___ Extracted material

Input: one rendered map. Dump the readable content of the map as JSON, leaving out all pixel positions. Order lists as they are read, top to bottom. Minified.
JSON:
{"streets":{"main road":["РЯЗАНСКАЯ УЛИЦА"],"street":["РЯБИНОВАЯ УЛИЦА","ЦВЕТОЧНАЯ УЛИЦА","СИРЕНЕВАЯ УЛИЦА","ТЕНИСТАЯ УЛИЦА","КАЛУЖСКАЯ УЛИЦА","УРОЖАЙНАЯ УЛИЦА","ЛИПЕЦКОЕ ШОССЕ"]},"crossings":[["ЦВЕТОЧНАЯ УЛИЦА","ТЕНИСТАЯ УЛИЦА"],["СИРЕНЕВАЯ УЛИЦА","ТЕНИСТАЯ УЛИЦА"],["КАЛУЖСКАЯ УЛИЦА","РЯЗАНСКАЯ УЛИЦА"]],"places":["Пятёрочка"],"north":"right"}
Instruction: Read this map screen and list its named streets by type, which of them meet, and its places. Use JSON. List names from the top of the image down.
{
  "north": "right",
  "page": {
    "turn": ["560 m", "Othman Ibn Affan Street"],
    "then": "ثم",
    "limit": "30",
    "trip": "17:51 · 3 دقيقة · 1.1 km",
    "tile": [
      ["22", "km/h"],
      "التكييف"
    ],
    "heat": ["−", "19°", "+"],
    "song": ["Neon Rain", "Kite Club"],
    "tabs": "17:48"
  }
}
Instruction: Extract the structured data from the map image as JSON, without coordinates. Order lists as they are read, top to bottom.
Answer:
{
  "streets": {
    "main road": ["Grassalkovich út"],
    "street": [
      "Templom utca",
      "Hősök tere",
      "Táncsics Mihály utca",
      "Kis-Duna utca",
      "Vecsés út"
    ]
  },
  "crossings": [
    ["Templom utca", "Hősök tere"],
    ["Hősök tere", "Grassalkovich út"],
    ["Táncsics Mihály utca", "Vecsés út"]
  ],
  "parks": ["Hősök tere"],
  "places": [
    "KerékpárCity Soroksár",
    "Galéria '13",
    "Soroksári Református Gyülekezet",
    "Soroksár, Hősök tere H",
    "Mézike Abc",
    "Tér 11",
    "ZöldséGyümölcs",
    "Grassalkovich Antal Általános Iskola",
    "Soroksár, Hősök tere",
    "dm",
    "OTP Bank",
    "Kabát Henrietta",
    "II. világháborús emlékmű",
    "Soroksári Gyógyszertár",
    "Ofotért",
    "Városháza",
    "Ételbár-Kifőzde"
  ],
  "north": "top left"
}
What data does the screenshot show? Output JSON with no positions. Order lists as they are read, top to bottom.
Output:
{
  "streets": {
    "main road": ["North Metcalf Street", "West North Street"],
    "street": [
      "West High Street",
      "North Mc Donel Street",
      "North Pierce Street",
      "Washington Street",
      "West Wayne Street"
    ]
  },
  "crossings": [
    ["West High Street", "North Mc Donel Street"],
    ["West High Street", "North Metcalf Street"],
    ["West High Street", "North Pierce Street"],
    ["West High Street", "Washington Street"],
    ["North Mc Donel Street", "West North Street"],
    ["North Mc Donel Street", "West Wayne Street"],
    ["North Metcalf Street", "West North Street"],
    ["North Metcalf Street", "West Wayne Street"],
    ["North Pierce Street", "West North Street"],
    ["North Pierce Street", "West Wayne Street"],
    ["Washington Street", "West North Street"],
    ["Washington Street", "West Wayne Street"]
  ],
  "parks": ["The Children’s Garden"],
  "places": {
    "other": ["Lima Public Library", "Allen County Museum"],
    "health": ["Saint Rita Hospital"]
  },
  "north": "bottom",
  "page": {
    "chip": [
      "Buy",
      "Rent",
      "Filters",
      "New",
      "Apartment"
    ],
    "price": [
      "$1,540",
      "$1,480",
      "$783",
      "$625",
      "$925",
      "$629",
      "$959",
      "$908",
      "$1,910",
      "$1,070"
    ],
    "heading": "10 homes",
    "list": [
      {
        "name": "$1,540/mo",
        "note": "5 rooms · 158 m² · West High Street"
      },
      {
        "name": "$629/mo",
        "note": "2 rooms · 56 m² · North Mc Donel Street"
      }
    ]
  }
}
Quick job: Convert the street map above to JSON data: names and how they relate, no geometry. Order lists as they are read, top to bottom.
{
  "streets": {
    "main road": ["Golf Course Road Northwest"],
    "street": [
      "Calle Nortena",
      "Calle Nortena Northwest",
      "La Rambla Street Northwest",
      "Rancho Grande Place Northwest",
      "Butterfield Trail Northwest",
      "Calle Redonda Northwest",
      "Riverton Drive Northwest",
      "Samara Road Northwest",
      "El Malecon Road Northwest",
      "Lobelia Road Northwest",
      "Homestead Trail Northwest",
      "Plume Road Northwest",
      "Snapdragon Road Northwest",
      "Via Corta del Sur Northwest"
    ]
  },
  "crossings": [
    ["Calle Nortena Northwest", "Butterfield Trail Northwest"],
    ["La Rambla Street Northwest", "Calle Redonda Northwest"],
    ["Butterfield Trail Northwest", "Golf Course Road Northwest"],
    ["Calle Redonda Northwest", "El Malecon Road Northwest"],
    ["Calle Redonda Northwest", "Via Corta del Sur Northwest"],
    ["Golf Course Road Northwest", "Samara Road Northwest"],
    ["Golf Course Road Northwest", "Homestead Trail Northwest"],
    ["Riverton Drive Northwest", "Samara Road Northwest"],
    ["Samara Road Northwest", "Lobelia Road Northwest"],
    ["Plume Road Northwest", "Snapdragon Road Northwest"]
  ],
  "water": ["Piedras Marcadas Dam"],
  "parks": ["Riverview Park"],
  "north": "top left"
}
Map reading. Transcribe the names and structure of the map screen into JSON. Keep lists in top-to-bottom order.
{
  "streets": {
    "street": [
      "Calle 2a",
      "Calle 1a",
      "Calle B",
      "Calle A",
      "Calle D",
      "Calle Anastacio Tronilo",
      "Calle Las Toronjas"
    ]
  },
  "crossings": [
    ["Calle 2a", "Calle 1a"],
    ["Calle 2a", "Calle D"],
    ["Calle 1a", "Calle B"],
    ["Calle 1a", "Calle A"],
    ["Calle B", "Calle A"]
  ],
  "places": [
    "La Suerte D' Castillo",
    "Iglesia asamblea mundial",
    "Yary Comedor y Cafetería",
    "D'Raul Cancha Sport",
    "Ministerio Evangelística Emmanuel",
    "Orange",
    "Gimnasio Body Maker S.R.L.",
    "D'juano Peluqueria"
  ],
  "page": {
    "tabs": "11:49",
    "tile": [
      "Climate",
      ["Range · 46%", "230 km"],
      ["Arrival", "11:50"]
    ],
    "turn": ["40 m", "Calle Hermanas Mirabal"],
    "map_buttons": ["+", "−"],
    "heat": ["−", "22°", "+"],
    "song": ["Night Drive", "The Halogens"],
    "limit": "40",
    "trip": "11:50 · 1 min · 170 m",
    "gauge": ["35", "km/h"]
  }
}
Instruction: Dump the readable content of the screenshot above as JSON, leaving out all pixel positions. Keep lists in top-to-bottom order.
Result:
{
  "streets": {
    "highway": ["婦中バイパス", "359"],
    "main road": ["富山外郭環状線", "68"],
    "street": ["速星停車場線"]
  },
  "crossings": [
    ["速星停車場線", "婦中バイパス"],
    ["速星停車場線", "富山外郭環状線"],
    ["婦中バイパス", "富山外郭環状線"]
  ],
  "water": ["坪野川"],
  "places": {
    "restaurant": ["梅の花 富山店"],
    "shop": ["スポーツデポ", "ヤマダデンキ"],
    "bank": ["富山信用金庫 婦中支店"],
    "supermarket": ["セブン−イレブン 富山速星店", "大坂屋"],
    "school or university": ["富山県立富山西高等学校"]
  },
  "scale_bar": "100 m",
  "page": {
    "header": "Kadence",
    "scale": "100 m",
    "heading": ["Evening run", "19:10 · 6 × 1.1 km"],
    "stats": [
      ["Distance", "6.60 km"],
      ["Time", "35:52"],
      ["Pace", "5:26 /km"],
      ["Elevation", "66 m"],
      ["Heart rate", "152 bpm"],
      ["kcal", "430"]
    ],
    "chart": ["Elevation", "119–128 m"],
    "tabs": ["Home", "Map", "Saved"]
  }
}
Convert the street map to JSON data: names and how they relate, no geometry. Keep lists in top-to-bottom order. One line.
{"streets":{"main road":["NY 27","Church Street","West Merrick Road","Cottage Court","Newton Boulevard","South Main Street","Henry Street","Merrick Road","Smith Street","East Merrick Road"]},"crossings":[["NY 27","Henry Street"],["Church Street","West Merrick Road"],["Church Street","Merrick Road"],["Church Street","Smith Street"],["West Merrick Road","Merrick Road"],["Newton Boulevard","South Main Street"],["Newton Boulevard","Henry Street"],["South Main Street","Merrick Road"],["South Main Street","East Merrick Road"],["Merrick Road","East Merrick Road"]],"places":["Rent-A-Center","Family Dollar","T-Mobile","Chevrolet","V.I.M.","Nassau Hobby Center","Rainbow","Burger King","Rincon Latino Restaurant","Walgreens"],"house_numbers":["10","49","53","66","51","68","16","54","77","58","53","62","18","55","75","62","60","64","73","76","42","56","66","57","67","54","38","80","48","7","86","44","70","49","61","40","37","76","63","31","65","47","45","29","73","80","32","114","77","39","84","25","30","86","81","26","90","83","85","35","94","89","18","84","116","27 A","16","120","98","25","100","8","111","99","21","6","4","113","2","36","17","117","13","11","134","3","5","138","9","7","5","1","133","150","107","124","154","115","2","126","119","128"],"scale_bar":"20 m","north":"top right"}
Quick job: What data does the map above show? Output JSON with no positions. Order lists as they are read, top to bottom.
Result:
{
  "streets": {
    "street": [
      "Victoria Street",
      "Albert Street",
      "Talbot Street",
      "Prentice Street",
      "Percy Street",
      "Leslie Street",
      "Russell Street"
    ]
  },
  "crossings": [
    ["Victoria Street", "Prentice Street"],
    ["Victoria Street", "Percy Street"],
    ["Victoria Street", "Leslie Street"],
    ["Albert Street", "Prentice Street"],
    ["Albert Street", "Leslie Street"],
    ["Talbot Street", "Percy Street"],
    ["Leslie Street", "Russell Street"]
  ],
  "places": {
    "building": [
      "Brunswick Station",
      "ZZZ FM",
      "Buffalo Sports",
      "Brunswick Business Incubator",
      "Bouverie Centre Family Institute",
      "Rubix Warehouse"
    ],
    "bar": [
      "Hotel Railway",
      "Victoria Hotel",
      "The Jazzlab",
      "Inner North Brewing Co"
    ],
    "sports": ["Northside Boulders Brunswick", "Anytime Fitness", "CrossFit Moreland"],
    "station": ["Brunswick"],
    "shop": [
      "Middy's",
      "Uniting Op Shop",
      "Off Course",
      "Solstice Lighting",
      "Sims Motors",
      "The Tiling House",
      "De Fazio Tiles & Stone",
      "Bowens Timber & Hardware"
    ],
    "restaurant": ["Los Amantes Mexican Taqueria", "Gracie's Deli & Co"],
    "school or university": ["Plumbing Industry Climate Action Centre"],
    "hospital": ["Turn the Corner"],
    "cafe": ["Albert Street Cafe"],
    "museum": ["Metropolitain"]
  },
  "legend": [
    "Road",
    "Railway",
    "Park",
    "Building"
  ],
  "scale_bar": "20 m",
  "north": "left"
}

______

■ Exercise details:
Whenever a line in the entries above includes the word "names", pull that line out.

■ Output for this task:
Instruction: Read this map screen and list its named streets by type, which of them meet, and its places. Use JSON. List names from the top of the image down.
Quick job: Convert the street map above to JSON data: names and how they relate, no geometry. Order lists as they are read, top to bottom.
Map reading. Transcribe the names and structure of the map screen into JSON. Keep lists in top-to-bottom order.
Convert the street map to JSON data: names and how they relate, no geometry. Keep lists in top-to-bottom order. One line.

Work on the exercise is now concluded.